**Exercise objective**. When you print the records below, keep every word exact and leave out the images.

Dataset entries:
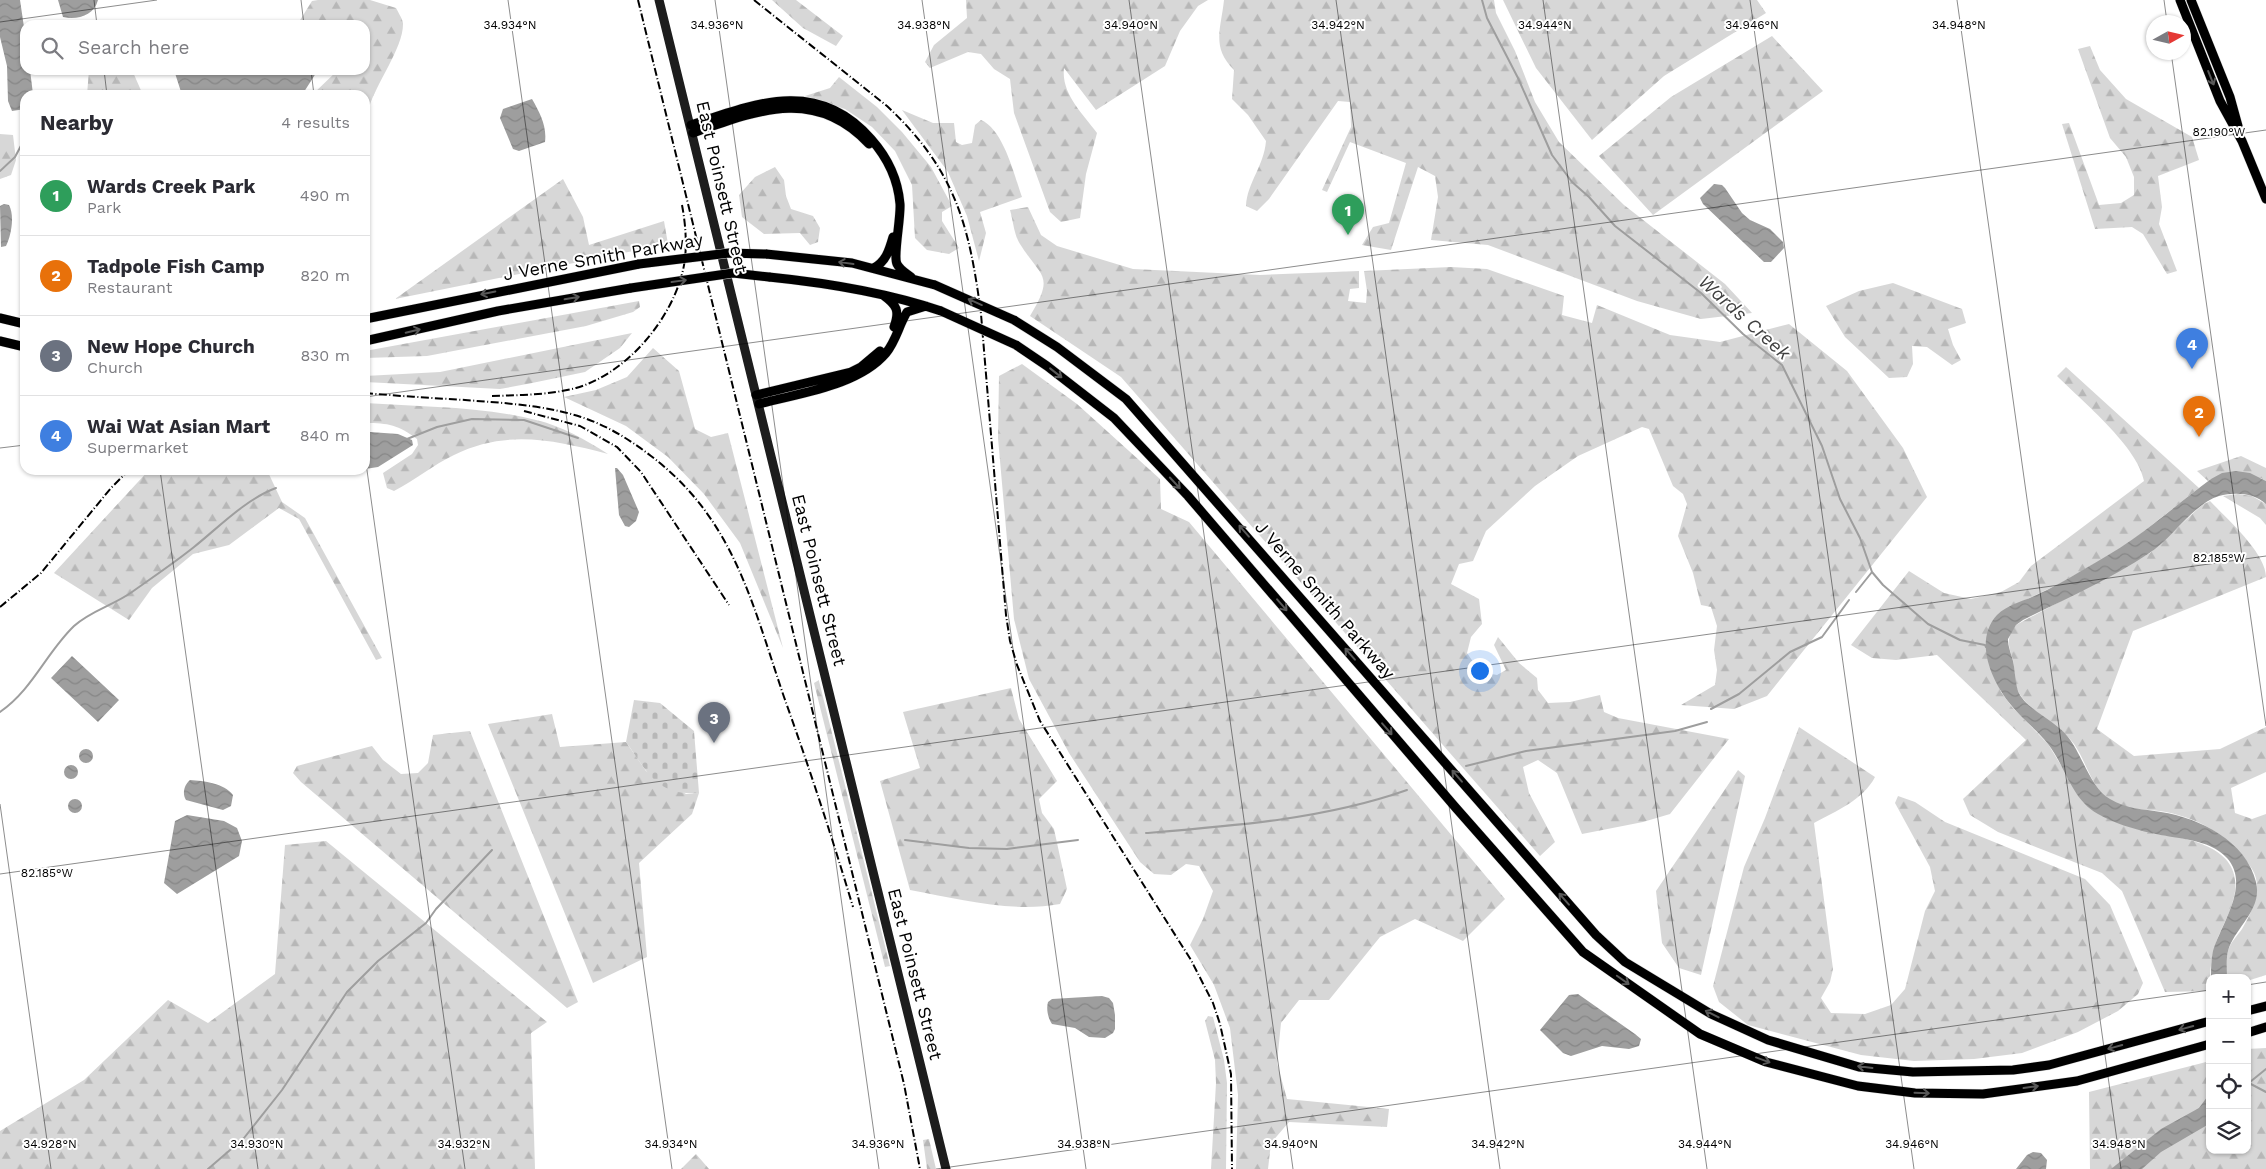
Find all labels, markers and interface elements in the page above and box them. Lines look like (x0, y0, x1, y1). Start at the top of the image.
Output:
north arrow (2146, 15, 2191, 60)
text: 34.934°N (483, 18, 537, 32)
text: 34.936°N (690, 18, 744, 32)
text: 34.938°N (897, 18, 951, 32)
text: 34.940°N (1104, 18, 1158, 32)
text: 34.942°N (1311, 18, 1365, 32)
text: 34.944°N (1518, 18, 1572, 32)
text: 34.946°N (1725, 18, 1779, 32)
text: 34.948°N (1932, 18, 1986, 32)
search box (20, 20, 370, 75)
icon: search (38, 34, 66, 62)
text: Search here (78, 36, 189, 59)
one-way arrow (2207, 70, 2216, 85)
street label: East Poinsett Street (692, 99, 753, 276)
text: Nearby (40, 110, 113, 135)
text: 4 results (281, 113, 350, 132)
text: 82.190°W (2193, 125, 2246, 139)
text: Wards Creek Park (87, 175, 255, 198)
text: 1 (53, 186, 59, 205)
text: 490 m (300, 186, 350, 205)
pin: 1 (1332, 194, 1364, 235)
text: Park (87, 198, 121, 217)
street label: J Verne Smith Parkway (501, 228, 705, 284)
text: Tadpole Fish Camp (87, 255, 265, 278)
one-way arrow (839, 258, 855, 268)
text: 2 (51, 266, 61, 285)
text: 820 m (300, 266, 350, 285)
water label: Wards Creek (1694, 270, 1796, 365)
one-way arrow (671, 276, 687, 286)
text: Restaurant (87, 278, 173, 297)
one-way arrow (480, 289, 496, 298)
one-way arrow (563, 293, 579, 303)
one-way arrow (968, 297, 983, 307)
one-way arrow (404, 326, 420, 335)
pin: 4 (2176, 328, 2208, 369)
text: New Hope Church (87, 335, 255, 358)
text: 3 (51, 346, 61, 365)
text: 830 m (300, 346, 350, 365)
text: Church (87, 358, 143, 377)
one-way arrow (1049, 367, 1062, 378)
pin: 2 (2183, 396, 2215, 437)
text: Wai Wat Asian Mart (87, 415, 270, 438)
text: 4 (51, 426, 61, 445)
text: 840 m (300, 426, 350, 445)
text: Supermarket (87, 438, 188, 457)
one-way arrow (1169, 476, 1181, 489)
street label: East Poinsett Street (788, 492, 851, 668)
street label: J Verne Smith Parkway (1251, 516, 1400, 684)
one-way arrow (1238, 525, 1249, 538)
text: 82.185°W (2193, 551, 2246, 565)
one-way arrow (1276, 599, 1287, 612)
one-way arrow (1345, 647, 1356, 660)
your location (1467, 658, 1493, 684)
pin: 3 (698, 702, 730, 743)
one-way arrow (1382, 722, 1393, 735)
one-way arrow (1451, 770, 1463, 783)
text: 82.185°W (21, 866, 74, 880)
street label: East Poinsett Street (884, 886, 947, 1062)
one-way arrow (1558, 892, 1570, 905)
map controls (2206, 974, 2251, 1154)
button: + (2206, 974, 2251, 1019)
one-way arrow (1616, 975, 1630, 985)
one-way arrow (1705, 1009, 1720, 1019)
button: − (2206, 1019, 2251, 1064)
one-way arrow (2179, 1023, 2195, 1033)
one-way arrow (2108, 1043, 2124, 1052)
one-way arrow (1755, 1056, 1770, 1065)
one-way arrow (1857, 1062, 1873, 1072)
button: locate (2206, 1064, 2251, 1109)
one-way arrow (2023, 1082, 2039, 1092)
one-way arrow (1913, 1088, 1929, 1098)
button: layers (2206, 1109, 2251, 1154)
text: 34.928°N (23, 1137, 77, 1151)
text: 34.930°N (230, 1137, 284, 1151)
text: 34.932°N (438, 1137, 490, 1151)
text: 34.934°N (644, 1137, 698, 1151)
text: 34.936°N (851, 1137, 905, 1151)
text: 34.938°N (1057, 1137, 1111, 1151)
text: 34.940°N (1264, 1137, 1318, 1151)
text: 34.942°N (1471, 1137, 1525, 1151)
text: 34.944°N (1678, 1137, 1732, 1151)
text: 34.946°N (1885, 1137, 1939, 1151)
text: 34.948°N (2092, 1137, 2146, 1151)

**Exercise answer**.
Find all labels, markers and interface elements in the page above and box them. Lines look like (x0, y0, x1, y1). Start at the top of the image.
Output:
north arrow (2146, 15, 2191, 60)
text: 34.934°N (483, 18, 537, 32)
text: 34.936°N (690, 18, 744, 32)
text: 34.938°N (897, 18, 951, 32)
text: 34.940°N (1104, 18, 1158, 32)
text: 34.942°N (1311, 18, 1365, 32)
text: 34.944°N (1518, 18, 1572, 32)
text: 34.946°N (1725, 18, 1779, 32)
text: 34.948°N (1932, 18, 1986, 32)
search box (20, 20, 370, 75)
icon: search (38, 34, 66, 62)
text: Search here (78, 36, 189, 59)
one-way arrow (2207, 70, 2216, 85)
street label: East Poinsett Street (692, 99, 753, 276)
text: Nearby (40, 110, 113, 135)
text: 4 results (281, 113, 350, 132)
text: 82.190°W (2193, 125, 2246, 139)
text: Wards Creek Park (87, 175, 255, 198)
text: 1 (53, 186, 59, 205)
text: 490 m (300, 186, 350, 205)
pin: 1 (1332, 194, 1364, 235)
text: Park (87, 198, 121, 217)
street label: J Verne Smith Parkway (501, 228, 705, 284)
text: Tadpole Fish Camp (87, 255, 265, 278)
one-way arrow (839, 258, 855, 268)
text: 2 (51, 266, 61, 285)
text: 820 m (300, 266, 350, 285)
water label: Wards Creek (1694, 270, 1796, 365)
one-way arrow (671, 276, 687, 286)
text: Restaurant (87, 278, 173, 297)
one-way arrow (480, 289, 496, 298)
one-way arrow (563, 293, 579, 303)
one-way arrow (968, 297, 983, 307)
one-way arrow (404, 326, 420, 335)
pin: 4 (2176, 328, 2208, 369)
text: New Hope Church (87, 335, 255, 358)
text: 3 (51, 346, 61, 365)
text: 830 m (300, 346, 350, 365)
text: Church (87, 358, 143, 377)
one-way arrow (1049, 367, 1062, 378)
pin: 2 (2183, 396, 2215, 437)
text: Wai Wat Asian Mart (87, 415, 270, 438)
text: 4 (51, 426, 61, 445)
text: 840 m (300, 426, 350, 445)
text: Supermarket (87, 438, 188, 457)
one-way arrow (1169, 476, 1181, 489)
street label: East Poinsett Street (788, 492, 851, 668)
street label: J Verne Smith Parkway (1251, 516, 1400, 684)
one-way arrow (1238, 525, 1249, 538)
text: 82.185°W (2193, 551, 2246, 565)
one-way arrow (1276, 599, 1287, 612)
one-way arrow (1345, 647, 1356, 660)
your location (1467, 658, 1493, 684)
pin: 3 (698, 702, 730, 743)
one-way arrow (1382, 722, 1393, 735)
one-way arrow (1451, 770, 1463, 783)
text: 82.185°W (21, 866, 74, 880)
street label: East Poinsett Street (884, 886, 947, 1062)
one-way arrow (1558, 892, 1570, 905)
map controls (2206, 974, 2251, 1154)
button: + (2206, 974, 2251, 1019)
one-way arrow (1616, 975, 1630, 985)
one-way arrow (1705, 1009, 1720, 1019)
button: − (2206, 1019, 2251, 1064)
one-way arrow (2179, 1023, 2195, 1033)
one-way arrow (2108, 1043, 2124, 1052)
one-way arrow (1755, 1056, 1770, 1065)
one-way arrow (1857, 1062, 1873, 1072)
button: locate (2206, 1064, 2251, 1109)
one-way arrow (2023, 1082, 2039, 1092)
one-way arrow (1913, 1088, 1929, 1098)
button: layers (2206, 1109, 2251, 1154)
text: 34.928°N (23, 1137, 77, 1151)
text: 34.930°N (230, 1137, 284, 1151)
text: 34.932°N (438, 1137, 490, 1151)
text: 34.934°N (644, 1137, 698, 1151)
text: 34.936°N (851, 1137, 905, 1151)
text: 34.938°N (1057, 1137, 1111, 1151)
text: 34.940°N (1264, 1137, 1318, 1151)
text: 34.942°N (1471, 1137, 1525, 1151)
text: 34.944°N (1678, 1137, 1732, 1151)
text: 34.946°N (1885, 1137, 1939, 1151)
text: 34.948°N (2092, 1137, 2146, 1151)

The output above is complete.